[SCIP] advice sought on solving strategy
Matthias Walter
matthias at matthiaswalter.org
Fri Nov 22 00:03:40 CET 2024
Dear James,
I agree with everything Marc said and would like to add:
1. If for some e in E most most of the subsets of e are also in E then
(after adding the missing ones) you can get quite strong bounds using
inequalities as described here: https://arxiv.org/abs/2405.09727
2. The functionality implemented in SCIP by means of the separator
sepa_multilinear detects such structures and adds additional
inequalities in order to strengthen the LP relaxation. However, nothing
special regarding propagation is done.
3. Your described strategy sounds as if you'd like to do column
generation, too, i.e., price in columns corresponding to some e in E.

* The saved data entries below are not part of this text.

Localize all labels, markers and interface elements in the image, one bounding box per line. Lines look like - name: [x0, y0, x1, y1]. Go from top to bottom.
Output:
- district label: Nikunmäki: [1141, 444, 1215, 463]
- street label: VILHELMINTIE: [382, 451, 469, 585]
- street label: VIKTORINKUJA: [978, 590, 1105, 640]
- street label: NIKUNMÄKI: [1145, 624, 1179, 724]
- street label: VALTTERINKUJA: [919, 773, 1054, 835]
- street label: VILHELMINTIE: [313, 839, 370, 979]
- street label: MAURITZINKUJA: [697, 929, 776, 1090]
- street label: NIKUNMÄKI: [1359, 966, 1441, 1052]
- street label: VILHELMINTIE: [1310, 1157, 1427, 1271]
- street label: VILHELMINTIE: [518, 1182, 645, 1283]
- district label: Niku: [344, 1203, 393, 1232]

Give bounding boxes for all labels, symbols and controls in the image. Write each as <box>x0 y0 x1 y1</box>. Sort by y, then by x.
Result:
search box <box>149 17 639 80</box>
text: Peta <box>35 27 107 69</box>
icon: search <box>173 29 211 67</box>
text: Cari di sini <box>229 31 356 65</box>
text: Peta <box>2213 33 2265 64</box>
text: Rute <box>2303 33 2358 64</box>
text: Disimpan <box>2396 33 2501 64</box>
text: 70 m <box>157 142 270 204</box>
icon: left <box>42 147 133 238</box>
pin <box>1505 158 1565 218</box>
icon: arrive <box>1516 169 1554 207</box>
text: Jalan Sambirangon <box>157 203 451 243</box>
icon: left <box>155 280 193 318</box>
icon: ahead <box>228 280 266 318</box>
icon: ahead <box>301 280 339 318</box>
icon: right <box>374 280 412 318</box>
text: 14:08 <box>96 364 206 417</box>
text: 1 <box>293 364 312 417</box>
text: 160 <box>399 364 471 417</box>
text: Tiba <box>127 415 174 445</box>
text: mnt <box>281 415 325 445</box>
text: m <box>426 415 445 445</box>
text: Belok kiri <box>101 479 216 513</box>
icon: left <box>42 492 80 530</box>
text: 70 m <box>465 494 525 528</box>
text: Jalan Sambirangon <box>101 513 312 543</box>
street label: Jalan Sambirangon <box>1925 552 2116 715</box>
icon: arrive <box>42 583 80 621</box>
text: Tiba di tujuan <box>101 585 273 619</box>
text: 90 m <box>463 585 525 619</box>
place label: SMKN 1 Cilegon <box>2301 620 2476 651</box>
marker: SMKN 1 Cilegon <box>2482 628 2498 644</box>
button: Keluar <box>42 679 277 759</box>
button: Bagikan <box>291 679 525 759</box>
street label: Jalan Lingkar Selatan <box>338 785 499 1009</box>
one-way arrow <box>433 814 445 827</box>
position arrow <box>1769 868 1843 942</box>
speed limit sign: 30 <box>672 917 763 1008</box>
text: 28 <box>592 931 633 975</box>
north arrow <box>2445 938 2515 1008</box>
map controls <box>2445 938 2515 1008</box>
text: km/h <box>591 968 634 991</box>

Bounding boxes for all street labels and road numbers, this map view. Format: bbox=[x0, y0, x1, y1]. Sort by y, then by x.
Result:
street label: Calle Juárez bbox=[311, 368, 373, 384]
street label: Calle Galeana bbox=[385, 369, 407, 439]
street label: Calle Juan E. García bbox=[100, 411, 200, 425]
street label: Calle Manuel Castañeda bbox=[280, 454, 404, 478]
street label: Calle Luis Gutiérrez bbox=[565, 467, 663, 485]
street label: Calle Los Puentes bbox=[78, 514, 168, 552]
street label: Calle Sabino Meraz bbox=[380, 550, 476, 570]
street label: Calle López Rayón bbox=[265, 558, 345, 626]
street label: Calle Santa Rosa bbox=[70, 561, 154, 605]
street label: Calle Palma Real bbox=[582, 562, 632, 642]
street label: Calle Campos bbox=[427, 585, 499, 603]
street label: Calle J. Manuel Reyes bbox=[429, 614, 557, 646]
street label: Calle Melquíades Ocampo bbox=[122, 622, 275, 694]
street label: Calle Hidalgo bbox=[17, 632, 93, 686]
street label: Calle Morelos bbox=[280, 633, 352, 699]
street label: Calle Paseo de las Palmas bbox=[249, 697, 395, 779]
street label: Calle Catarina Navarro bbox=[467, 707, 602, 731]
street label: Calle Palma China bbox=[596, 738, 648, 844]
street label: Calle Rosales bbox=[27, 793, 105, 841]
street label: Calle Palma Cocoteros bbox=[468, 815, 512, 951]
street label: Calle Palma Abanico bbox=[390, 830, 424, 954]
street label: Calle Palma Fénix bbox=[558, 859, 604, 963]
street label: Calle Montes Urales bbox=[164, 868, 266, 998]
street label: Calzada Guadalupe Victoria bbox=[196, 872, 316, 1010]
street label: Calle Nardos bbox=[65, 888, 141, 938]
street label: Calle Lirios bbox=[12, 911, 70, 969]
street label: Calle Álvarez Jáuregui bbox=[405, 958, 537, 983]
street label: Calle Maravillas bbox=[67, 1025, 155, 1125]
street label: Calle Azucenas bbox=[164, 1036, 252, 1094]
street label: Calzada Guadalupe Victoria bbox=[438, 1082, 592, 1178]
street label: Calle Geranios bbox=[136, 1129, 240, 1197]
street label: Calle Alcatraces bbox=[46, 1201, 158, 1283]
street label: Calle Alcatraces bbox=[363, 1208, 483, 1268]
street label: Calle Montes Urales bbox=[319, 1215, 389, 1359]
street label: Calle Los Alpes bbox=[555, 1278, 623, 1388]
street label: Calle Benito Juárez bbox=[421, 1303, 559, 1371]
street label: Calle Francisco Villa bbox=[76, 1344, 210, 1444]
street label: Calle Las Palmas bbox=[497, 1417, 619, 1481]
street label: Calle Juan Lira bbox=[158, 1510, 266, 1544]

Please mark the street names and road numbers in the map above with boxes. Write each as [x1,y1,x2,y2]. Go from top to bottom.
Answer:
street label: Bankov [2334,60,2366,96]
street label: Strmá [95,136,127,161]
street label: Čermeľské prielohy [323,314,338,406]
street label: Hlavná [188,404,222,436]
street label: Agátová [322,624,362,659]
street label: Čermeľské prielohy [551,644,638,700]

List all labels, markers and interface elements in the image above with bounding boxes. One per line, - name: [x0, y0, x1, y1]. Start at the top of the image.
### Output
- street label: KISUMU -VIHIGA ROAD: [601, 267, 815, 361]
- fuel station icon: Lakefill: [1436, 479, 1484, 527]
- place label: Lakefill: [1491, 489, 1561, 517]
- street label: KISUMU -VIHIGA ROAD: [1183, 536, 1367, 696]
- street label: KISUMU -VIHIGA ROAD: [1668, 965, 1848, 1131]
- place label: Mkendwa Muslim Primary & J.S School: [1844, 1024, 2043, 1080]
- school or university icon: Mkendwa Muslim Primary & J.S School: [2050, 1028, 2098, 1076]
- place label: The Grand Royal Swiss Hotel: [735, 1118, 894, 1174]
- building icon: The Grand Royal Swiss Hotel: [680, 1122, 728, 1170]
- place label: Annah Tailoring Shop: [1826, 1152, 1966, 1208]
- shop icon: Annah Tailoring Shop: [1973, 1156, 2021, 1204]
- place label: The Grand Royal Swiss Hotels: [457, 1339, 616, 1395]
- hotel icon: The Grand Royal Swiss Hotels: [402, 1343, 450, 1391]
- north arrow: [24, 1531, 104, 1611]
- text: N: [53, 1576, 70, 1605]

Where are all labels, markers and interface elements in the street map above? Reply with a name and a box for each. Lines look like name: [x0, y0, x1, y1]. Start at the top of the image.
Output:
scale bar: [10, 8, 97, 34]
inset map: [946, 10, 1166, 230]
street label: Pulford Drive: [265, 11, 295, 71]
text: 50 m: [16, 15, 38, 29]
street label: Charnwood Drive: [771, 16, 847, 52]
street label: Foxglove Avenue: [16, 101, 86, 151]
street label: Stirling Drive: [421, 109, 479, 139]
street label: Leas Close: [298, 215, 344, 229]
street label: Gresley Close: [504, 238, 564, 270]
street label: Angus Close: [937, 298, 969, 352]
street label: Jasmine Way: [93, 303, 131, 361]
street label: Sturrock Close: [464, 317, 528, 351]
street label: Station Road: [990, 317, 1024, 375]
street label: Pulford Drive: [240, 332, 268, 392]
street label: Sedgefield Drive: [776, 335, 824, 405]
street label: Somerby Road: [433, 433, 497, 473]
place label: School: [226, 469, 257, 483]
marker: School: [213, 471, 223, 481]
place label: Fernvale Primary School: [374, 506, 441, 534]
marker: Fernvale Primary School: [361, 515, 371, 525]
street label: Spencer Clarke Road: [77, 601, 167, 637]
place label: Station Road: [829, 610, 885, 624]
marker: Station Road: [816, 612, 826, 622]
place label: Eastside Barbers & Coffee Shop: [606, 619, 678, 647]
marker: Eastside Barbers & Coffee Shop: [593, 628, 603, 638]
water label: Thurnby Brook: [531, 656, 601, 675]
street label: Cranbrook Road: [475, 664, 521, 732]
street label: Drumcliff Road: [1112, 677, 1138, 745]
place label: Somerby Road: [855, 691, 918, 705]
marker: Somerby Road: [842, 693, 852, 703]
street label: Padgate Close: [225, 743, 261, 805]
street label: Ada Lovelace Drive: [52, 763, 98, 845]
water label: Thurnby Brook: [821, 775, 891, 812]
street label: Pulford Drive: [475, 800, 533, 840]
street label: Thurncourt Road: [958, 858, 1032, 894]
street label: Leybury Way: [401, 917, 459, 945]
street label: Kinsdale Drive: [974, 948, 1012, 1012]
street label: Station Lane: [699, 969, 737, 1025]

I'm not aware of such a type of approach, but that could be interesting,
maybe in combination with 1.
Regarding propagation: I'm not sure how well propagation works if some
variables are missing (or, technically, if some constraints are
modifiable). But I guess that preprocessing techniques are still applied
if they are applicable. Then, in your pricing plugin you should be able
to see fixed variables in order to adapt your set E accordingly.
Best,
Matthias
On 21.11.24 15:53, Marc Pfetsch wrote:
>
>
> Hi James,
>
> from what I understood from email, the variables in E are products of
> multiple binary variables in Q. This is called multilinear
> optimization (or polynomial 0/1 optimization) and there is a body of
> work that tries to figure out which relaxations are good for such
> problems. One approach is to explicitly add variables for certain
> products and add linear coupling inequalities (special cases of
> McCormick inequalities). The question is which ones to choose. One
> example of such an approach is the paper by Emily Schutte and Matthias
> Walter
>
> https://doi.org/10.1007/978-3-031-59835-7_29
> https://arxiv.org/abs/2311.08570
>
> As far as I know some of these techniques are already implemented in
> SCIP.
>
> In general, the choice of the right products for best practical
> performance does not seem easy.
>
> Hope this helps.
>
> Best
>
> Marc
>
>
>
> On 21/11/2024 08:44, James Cussens wrote:
>> Hi all,
>>
>> I'm looking for some advice on how to implement a particular solving
>> strategy.
>>
>> I have a problem where there are two set of (binary) variables. One
>> set, call it Q, has a quadratic number of variables, the other set,
>> call it E, has an exponential number of variables. The variables in E
>> are actually products of those in Q and only variables in E
>> have non-zero objective coefficient. In my current strategy all Q
>> variables and a reasonably small subset of E variables are created
>> initially and
>> further E variables are priced-in later (if necessary).
>>
>> In the sort of problems I'm aiming to solve, the user may well want
>> to impose constraints on the variables in Q. I would like to use
>> these constraints to
>> speed up the creation of the initial set of E variables. I'm thinking
>> of an approach like this:
>>
>> 1.
>> Create Q variables
>> 2.
>> Read in user constraints on the Q variables, if any
>> 3.
>> Propagate these constraints (perhaps with several rounds) and
>> (hopefully) produce fixings for some of the Q variables
>> 4.
>> Use any fixings to speed up the creation of initial E variables.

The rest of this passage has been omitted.